(PROBLEM REQUIREMENTS):
Using the entries below, copy out all lines where "data" is found.

====

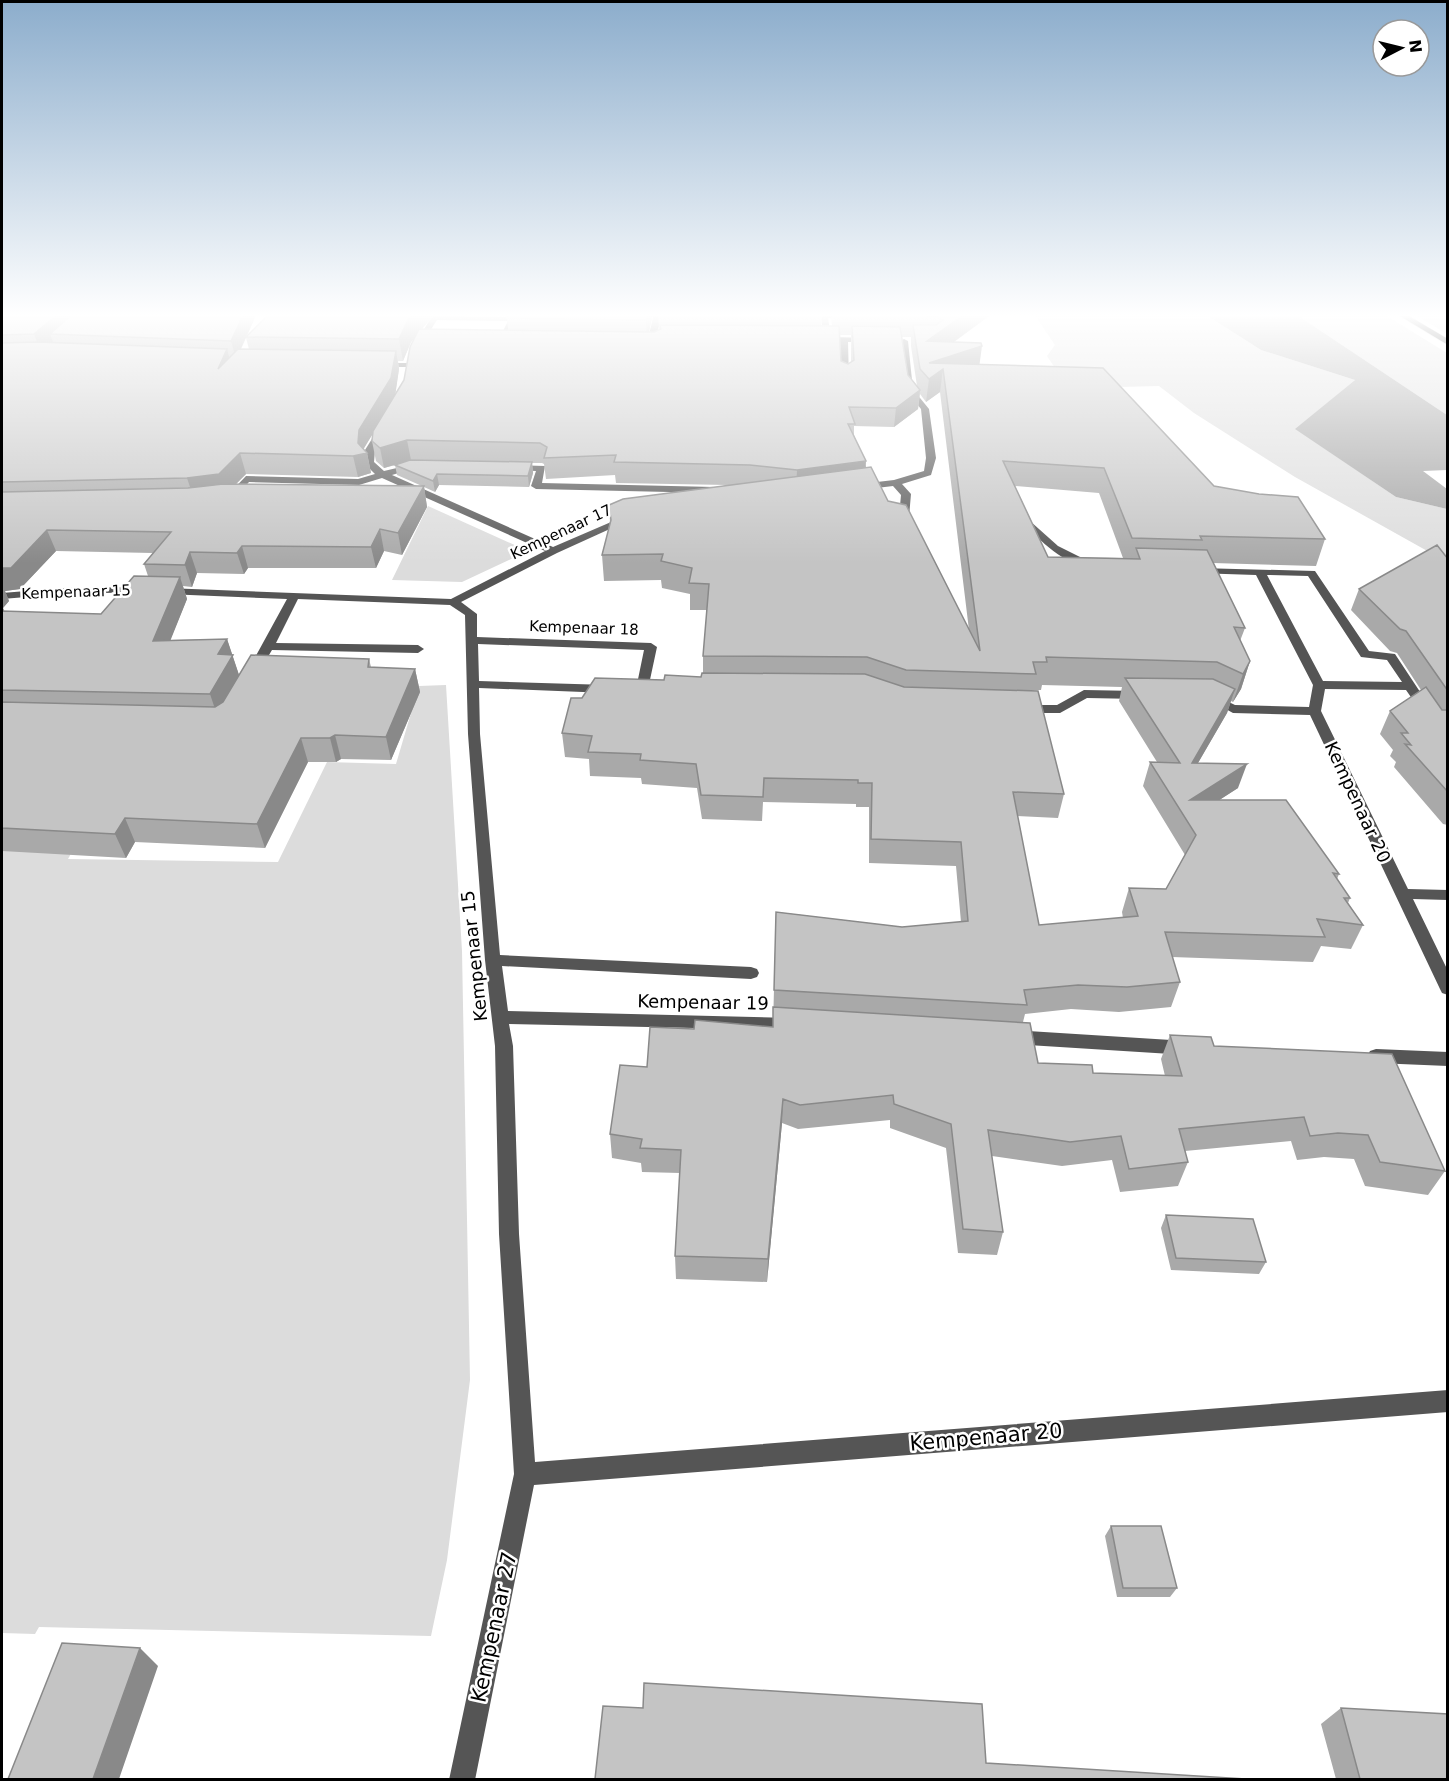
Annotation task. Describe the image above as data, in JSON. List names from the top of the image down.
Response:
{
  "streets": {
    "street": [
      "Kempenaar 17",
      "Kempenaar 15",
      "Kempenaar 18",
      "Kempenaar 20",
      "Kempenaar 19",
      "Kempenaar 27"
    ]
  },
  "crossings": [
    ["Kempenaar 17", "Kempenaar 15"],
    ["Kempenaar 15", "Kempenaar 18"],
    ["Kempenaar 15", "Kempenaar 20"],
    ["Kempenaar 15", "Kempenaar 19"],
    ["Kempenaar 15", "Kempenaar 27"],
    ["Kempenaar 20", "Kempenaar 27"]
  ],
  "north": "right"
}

====

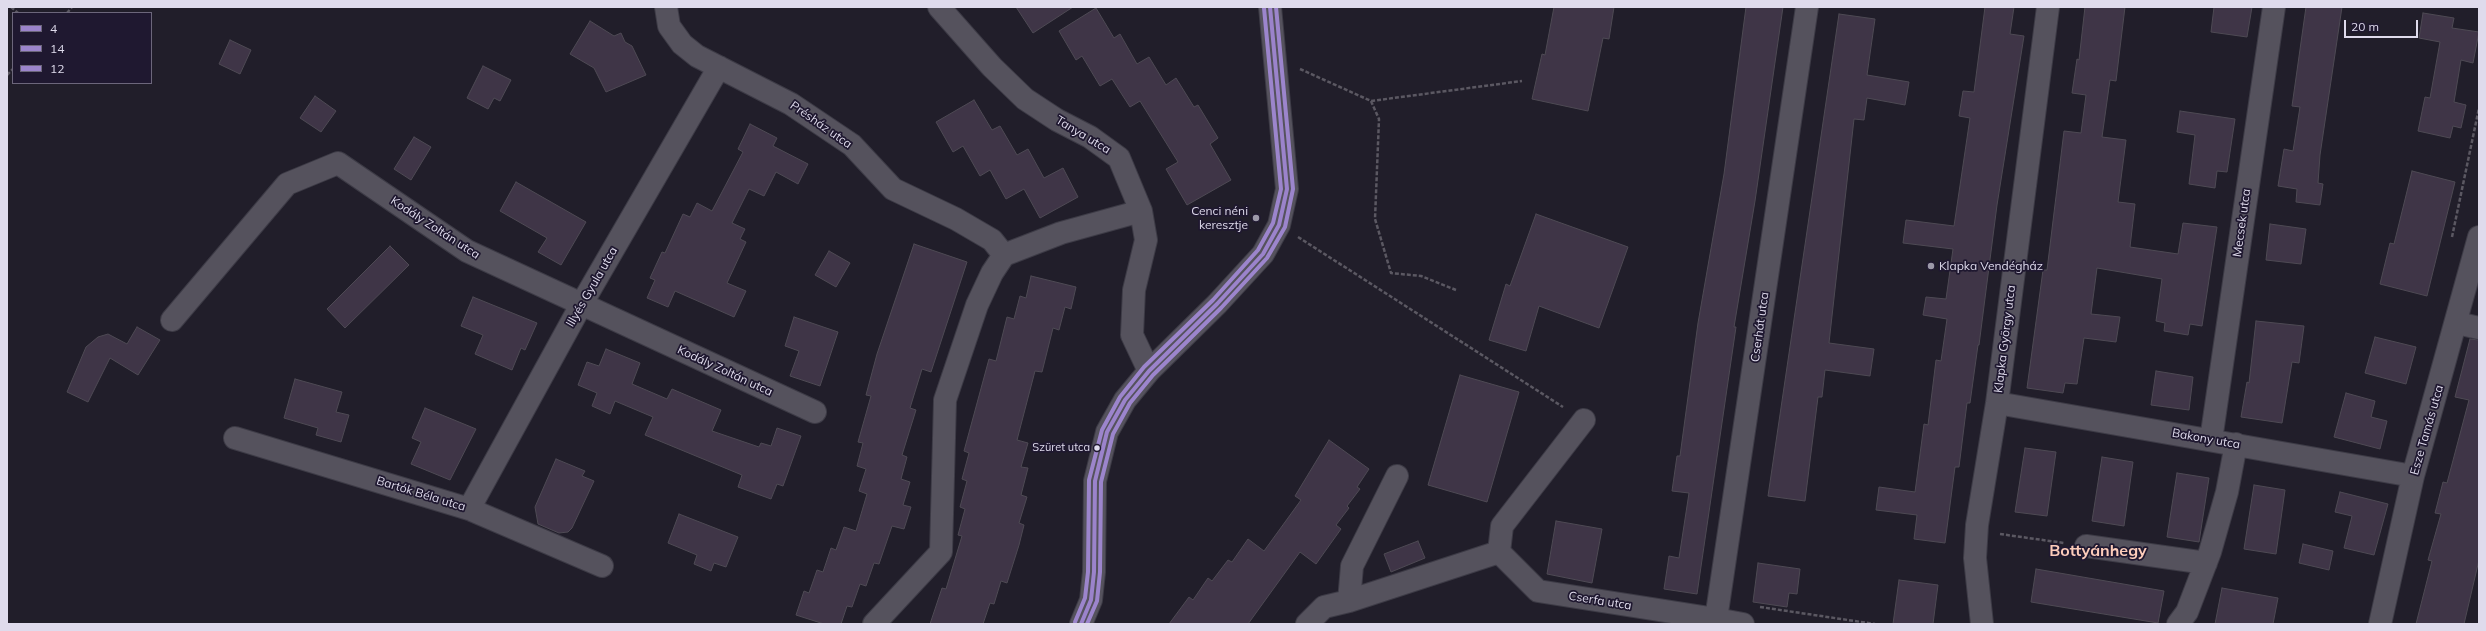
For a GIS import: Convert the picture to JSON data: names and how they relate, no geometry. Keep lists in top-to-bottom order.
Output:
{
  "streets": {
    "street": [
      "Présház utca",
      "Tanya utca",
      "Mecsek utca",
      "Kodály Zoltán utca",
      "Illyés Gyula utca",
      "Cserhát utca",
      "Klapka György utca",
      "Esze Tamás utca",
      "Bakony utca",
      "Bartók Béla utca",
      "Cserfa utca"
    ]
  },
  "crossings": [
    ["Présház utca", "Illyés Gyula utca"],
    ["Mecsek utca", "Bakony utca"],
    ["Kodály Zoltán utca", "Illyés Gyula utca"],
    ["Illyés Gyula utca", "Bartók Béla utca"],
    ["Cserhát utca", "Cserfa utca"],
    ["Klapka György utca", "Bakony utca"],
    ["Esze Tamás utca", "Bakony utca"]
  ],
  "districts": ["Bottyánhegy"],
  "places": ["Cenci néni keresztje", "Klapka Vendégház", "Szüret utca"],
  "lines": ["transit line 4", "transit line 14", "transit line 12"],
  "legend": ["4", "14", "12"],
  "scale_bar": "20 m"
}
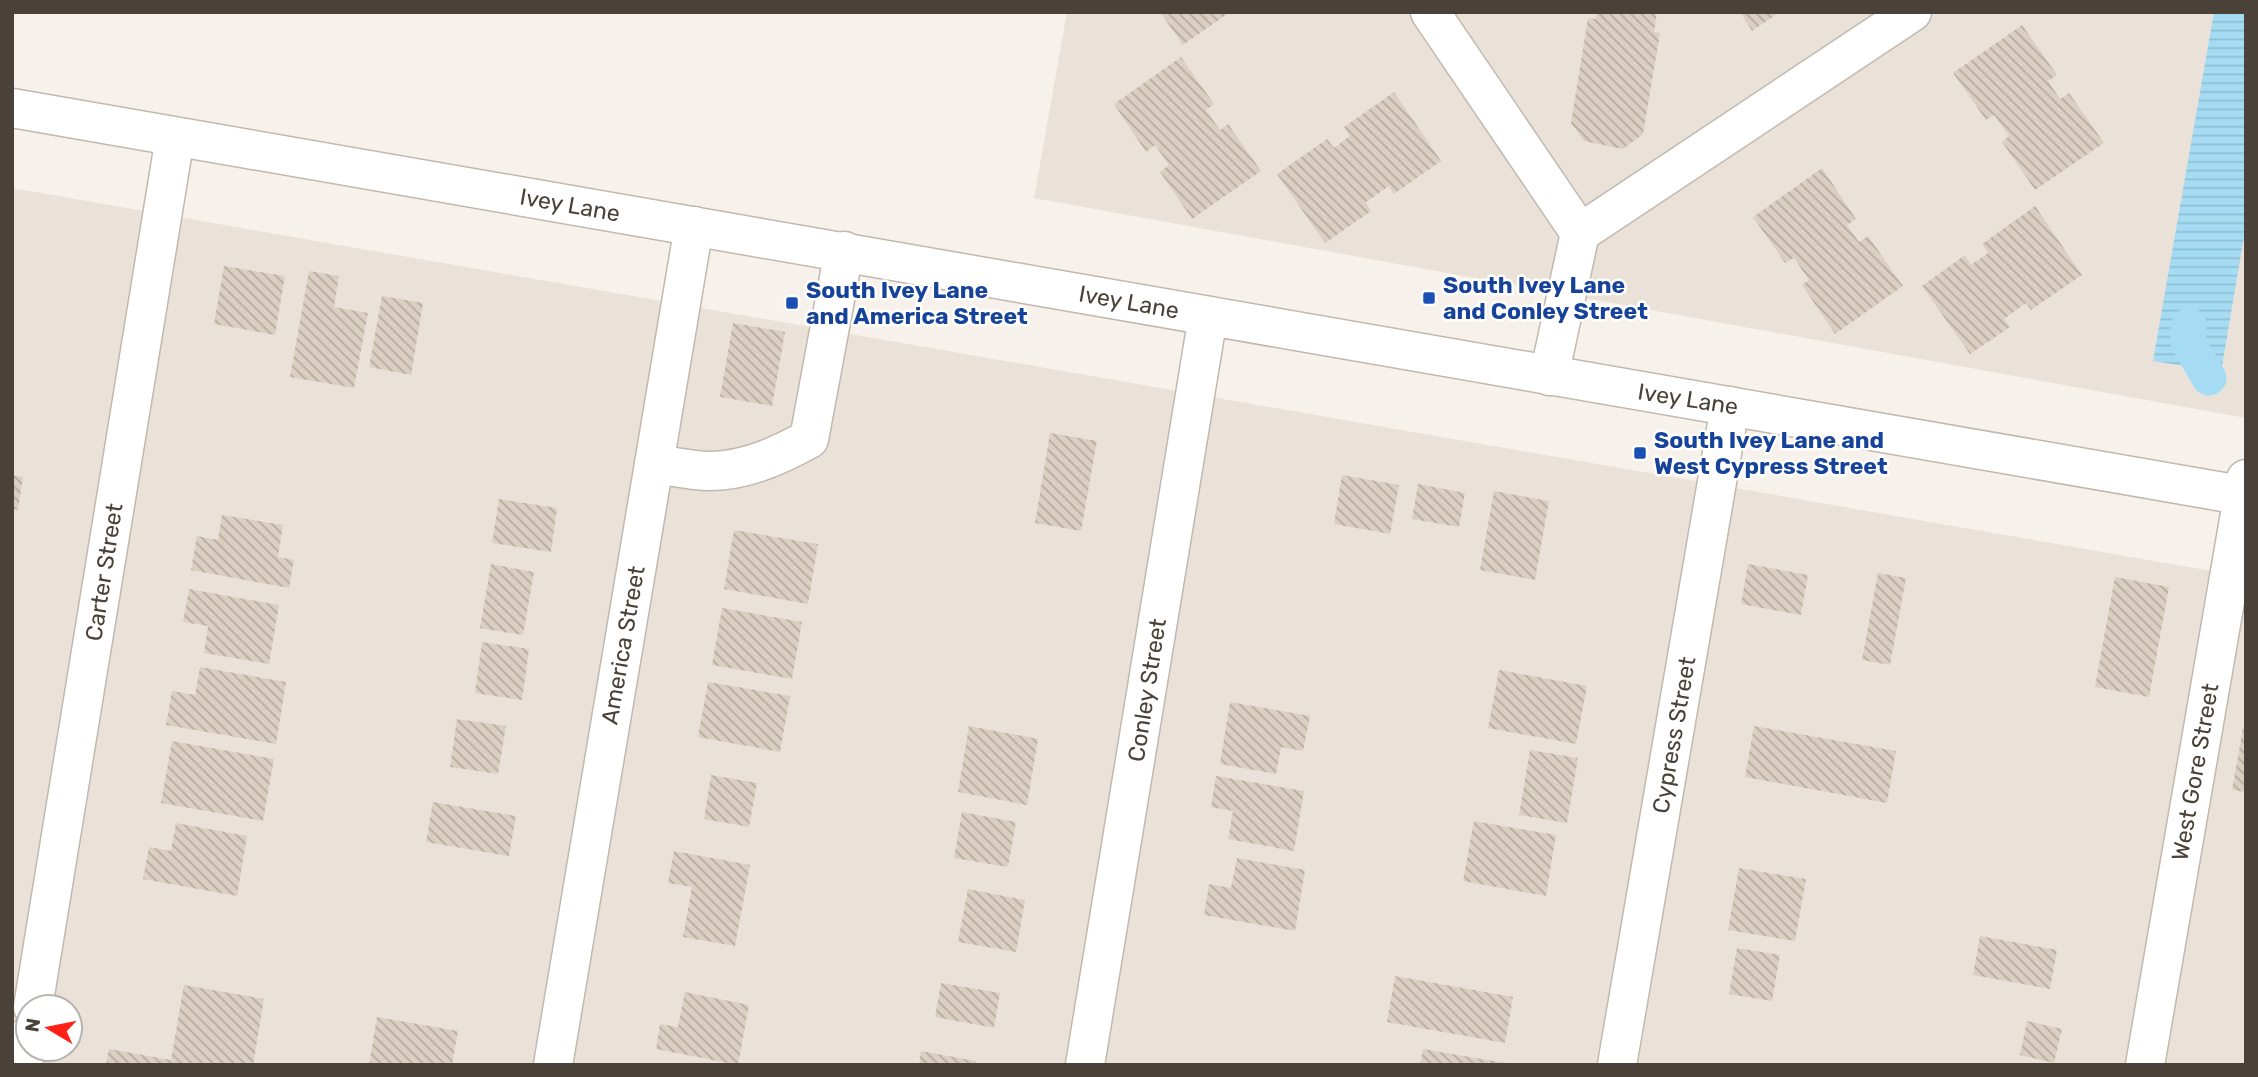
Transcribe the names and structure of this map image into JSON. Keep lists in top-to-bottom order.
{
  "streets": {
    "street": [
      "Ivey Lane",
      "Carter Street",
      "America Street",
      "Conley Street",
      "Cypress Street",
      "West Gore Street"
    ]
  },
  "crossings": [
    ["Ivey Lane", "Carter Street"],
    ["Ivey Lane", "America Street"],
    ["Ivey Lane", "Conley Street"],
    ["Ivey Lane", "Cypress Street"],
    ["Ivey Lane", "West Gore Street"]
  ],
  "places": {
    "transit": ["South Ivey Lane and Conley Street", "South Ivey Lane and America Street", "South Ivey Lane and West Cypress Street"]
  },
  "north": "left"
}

====

(OUTPUT FOR THIS TASK):
Annotation task. Describe the image above as data, in JSON. List names from the top of the image down.
For a GIS import: Convert the picture to JSON data: names and how they relate, no geometry. Keep lists in top-to-bottom order.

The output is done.